Stored items
╭──

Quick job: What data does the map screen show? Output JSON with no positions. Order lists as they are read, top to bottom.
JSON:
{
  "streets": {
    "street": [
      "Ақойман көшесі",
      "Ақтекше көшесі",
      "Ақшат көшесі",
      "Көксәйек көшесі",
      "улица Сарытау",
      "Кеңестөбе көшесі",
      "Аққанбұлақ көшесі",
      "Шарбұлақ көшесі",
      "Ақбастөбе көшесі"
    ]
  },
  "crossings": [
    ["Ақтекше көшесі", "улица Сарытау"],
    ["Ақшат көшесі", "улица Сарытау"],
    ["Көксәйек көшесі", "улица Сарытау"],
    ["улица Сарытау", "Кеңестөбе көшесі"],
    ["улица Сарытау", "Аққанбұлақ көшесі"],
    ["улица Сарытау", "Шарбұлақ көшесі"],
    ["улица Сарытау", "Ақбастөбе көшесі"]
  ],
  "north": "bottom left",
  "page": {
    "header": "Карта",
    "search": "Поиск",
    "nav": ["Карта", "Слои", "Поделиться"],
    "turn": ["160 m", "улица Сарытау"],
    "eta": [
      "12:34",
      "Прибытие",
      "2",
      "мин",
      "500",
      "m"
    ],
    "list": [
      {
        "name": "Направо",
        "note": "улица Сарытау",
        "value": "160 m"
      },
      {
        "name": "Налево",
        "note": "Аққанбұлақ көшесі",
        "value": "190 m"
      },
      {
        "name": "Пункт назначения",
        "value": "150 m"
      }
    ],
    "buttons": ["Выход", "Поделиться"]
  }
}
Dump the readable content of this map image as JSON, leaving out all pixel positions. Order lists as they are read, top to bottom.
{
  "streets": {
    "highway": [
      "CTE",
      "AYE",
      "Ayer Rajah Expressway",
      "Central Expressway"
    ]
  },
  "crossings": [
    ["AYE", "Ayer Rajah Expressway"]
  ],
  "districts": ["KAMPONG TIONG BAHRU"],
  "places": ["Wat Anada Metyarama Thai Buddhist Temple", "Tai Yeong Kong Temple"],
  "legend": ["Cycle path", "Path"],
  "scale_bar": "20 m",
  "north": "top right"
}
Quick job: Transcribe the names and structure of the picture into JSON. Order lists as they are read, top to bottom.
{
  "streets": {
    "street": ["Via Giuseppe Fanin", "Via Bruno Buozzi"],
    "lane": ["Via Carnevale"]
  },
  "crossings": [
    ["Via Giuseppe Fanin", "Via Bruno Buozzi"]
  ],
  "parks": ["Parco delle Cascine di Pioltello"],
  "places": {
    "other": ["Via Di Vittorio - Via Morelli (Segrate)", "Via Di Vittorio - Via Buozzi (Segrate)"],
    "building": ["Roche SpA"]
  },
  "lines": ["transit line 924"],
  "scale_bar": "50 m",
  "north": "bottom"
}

╰──

● **Problem requirements**:
Retype all of the entries shown above, exactly.

● **Answer below**:
Quick job: What data does the map screen show? Output JSON with no positions. Order lists as they are read, top to bottom.
JSON:
{
  "streets": {
    "street": [
      "Ақойман көшесі",
      "Ақтекше көшесі",
      "Ақшат көшесі",
      "Көксәйек көшесі",
      "улица Сарытау",
      "Кеңестөбе көшесі",
      "Аққанбұлақ көшесі",
      "Шарбұлақ көшесі",
      "Ақбастөбе көшесі"
    ]
  },
  "crossings": [
    ["Ақтекше көшесі", "улица Сарытау"],
    ["Ақшат көшесі", "улица Сарытау"],
    ["Көксәйек көшесі", "улица Сарытау"],
    ["улица Сарытау", "Кеңестөбе көшесі"],
    ["улица Сарытау", "Аққанбұлақ көшесі"],
    ["улица Сарытау", "Шарбұлақ көшесі"],
    ["улица Сарытау", "Ақбастөбе көшесі"]
  ],
  "north": "bottom left",
  "page": {
    "header": "Карта",
    "search": "Поиск",
    "nav": ["Карта", "Слои", "Поделиться"],
    "turn": ["160 m", "улица Сарытау"],
    "eta": [
      "12:34",
      "Прибытие",
      "2",
      "мин",
      "500",
      "m"
    ],
    "list": [
      {
        "name": "Направо",
        "note": "улица Сарытау",
        "value": "160 m"
      },
      {
        "name": "Налево",
        "note": "Аққанбұлақ көшесі",
        "value": "190 m"
      },
      {
        "name": "Пункт назначения",
        "value": "150 m"
      }
    ],
    "buttons": ["Выход", "Поделиться"]
  }
}
Dump the readable content of this map image as JSON, leaving out all pixel positions. Order lists as they are read, top to bottom.
{
  "streets": {
    "highway": [
      "CTE",
      "AYE",
      "Ayer Rajah Expressway",
      "Central Expressway"
    ]
  },
  "crossings": [
    ["AYE", "Ayer Rajah Expressway"]
  ],
  "districts": ["KAMPONG TIONG BAHRU"],
  "places": ["Wat Anada Metyarama Thai Buddhist Temple", "Tai Yeong Kong Temple"],
  "legend": ["Cycle path", "Path"],
  "scale_bar": "20 m",
  "north": "top right"
}
Quick job: Transcribe the names and structure of the picture into JSON. Order lists as they are read, top to bottom.
{
  "streets": {
    "street": ["Via Giuseppe Fanin", "Via Bruno Buozzi"],
    "lane": ["Via Carnevale"]
  },
  "crossings": [
    ["Via Giuseppe Fanin", "Via Bruno Buozzi"]
  ],
  "parks": ["Parco delle Cascine di Pioltello"],
  "places": {
    "other": ["Via Di Vittorio - Via Morelli (Segrate)", "Via Di Vittorio - Via Buozzi (Segrate)"],
    "building": ["Roche SpA"]
  },
  "lines": ["transit line 924"],
  "scale_bar": "50 m",
  "north": "bottom"
}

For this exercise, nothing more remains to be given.